#### [Work instructions]
Of the material below, the lines to be retyped are those from the line containing "M383,1106l5,18 -3,1 28,112h-21l-31,-125z" through the line containing "const lane = new", inclusive; reproduce them exactly.

--------

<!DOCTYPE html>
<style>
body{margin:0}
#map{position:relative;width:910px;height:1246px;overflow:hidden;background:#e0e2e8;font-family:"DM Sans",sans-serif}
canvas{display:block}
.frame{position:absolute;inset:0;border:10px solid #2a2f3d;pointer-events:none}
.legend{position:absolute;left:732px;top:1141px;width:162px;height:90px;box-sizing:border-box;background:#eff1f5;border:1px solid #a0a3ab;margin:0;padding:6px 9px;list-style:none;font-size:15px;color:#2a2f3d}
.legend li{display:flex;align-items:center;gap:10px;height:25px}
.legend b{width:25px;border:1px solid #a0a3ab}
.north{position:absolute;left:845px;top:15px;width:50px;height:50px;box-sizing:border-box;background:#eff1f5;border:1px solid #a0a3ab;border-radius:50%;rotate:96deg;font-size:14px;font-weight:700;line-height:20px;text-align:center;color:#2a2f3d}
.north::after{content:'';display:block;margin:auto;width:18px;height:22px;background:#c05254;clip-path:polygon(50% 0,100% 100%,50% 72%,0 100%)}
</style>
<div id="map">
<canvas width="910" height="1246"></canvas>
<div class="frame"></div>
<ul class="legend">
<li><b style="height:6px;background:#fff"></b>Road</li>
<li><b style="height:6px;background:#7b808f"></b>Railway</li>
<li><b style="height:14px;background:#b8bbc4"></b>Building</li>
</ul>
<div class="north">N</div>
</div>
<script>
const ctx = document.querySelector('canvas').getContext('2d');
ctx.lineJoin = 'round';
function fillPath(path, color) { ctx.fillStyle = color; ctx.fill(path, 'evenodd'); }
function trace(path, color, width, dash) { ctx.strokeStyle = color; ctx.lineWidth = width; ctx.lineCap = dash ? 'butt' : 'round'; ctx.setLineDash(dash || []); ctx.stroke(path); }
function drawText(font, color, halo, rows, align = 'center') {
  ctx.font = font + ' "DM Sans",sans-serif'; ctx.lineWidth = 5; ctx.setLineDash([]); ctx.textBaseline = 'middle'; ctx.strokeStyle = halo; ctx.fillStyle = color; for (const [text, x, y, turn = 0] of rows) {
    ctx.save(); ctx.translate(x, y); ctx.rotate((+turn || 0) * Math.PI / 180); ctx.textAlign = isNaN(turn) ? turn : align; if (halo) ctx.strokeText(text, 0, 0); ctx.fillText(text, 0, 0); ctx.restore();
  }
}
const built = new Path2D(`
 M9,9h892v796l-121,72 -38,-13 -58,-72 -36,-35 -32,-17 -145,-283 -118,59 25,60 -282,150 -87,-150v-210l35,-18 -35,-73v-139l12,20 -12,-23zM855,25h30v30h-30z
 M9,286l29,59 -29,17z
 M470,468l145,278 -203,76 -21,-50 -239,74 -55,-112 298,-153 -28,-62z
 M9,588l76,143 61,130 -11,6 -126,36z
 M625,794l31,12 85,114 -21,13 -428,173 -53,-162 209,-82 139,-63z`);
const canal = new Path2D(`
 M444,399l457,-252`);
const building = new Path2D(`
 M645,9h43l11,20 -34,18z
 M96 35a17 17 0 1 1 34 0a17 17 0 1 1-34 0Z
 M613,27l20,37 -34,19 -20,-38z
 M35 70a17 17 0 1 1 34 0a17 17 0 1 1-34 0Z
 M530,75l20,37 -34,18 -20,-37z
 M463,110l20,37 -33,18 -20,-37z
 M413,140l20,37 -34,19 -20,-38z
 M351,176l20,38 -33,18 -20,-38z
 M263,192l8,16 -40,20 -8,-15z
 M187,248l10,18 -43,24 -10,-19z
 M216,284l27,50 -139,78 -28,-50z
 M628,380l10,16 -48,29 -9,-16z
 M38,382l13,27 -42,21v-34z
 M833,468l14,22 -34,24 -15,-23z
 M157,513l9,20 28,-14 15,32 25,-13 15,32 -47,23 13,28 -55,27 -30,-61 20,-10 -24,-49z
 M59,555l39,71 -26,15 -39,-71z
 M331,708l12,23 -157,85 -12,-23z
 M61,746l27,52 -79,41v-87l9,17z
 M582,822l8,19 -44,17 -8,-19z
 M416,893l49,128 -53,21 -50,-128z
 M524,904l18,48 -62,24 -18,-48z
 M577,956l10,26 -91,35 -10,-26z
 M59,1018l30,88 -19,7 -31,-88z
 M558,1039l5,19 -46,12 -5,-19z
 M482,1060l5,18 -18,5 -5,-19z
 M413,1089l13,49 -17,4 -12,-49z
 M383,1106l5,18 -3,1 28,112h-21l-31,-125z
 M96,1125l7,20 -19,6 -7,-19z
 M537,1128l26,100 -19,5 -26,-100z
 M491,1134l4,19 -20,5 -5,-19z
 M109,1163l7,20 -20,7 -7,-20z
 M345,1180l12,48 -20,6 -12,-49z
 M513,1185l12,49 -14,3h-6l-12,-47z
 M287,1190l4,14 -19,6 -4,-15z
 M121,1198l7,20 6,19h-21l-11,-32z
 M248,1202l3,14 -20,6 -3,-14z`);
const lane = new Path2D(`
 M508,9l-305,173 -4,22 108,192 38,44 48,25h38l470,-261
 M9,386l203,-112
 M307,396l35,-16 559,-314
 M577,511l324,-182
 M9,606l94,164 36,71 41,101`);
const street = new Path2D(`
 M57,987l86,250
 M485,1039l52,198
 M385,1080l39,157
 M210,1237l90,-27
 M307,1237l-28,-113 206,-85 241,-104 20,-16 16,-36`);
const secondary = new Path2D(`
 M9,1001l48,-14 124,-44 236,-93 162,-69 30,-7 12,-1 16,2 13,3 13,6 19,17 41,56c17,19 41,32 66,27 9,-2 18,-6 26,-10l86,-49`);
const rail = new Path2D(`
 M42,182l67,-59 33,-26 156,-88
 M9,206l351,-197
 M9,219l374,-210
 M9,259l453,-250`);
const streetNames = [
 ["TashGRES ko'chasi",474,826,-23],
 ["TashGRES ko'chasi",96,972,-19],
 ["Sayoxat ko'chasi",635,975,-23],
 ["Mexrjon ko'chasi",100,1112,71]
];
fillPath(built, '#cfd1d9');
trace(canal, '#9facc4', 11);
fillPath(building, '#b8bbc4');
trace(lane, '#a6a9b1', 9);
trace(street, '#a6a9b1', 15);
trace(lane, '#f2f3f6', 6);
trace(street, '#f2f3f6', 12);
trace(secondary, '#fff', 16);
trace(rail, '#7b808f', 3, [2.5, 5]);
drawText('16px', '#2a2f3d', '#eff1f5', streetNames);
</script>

--------

#### [Answer to this exercise]
 M383,1106l5,18 -3,1 28,112h-21l-31,-125z
 M96,1125l7,20 -19,6 -7,-19z
 M537,1128l26,100 -19,5 -26,-100z
 M491,1134l4,19 -20,5 -5,-19z
 M109,1163l7,20 -20,7 -7,-20z
 M345,1180l12,48 -20,6 -12,-49z
 M513,1185l12,49 -14,3h-6l-12,-47z
 M287,1190l4,14 -19,6 -4,-15z
 M121,1198l7,20 6,19h-21l-11,-32z
 M248,1202l3,14 -20,6 -3,-14z`);
const lane = new Path2D(`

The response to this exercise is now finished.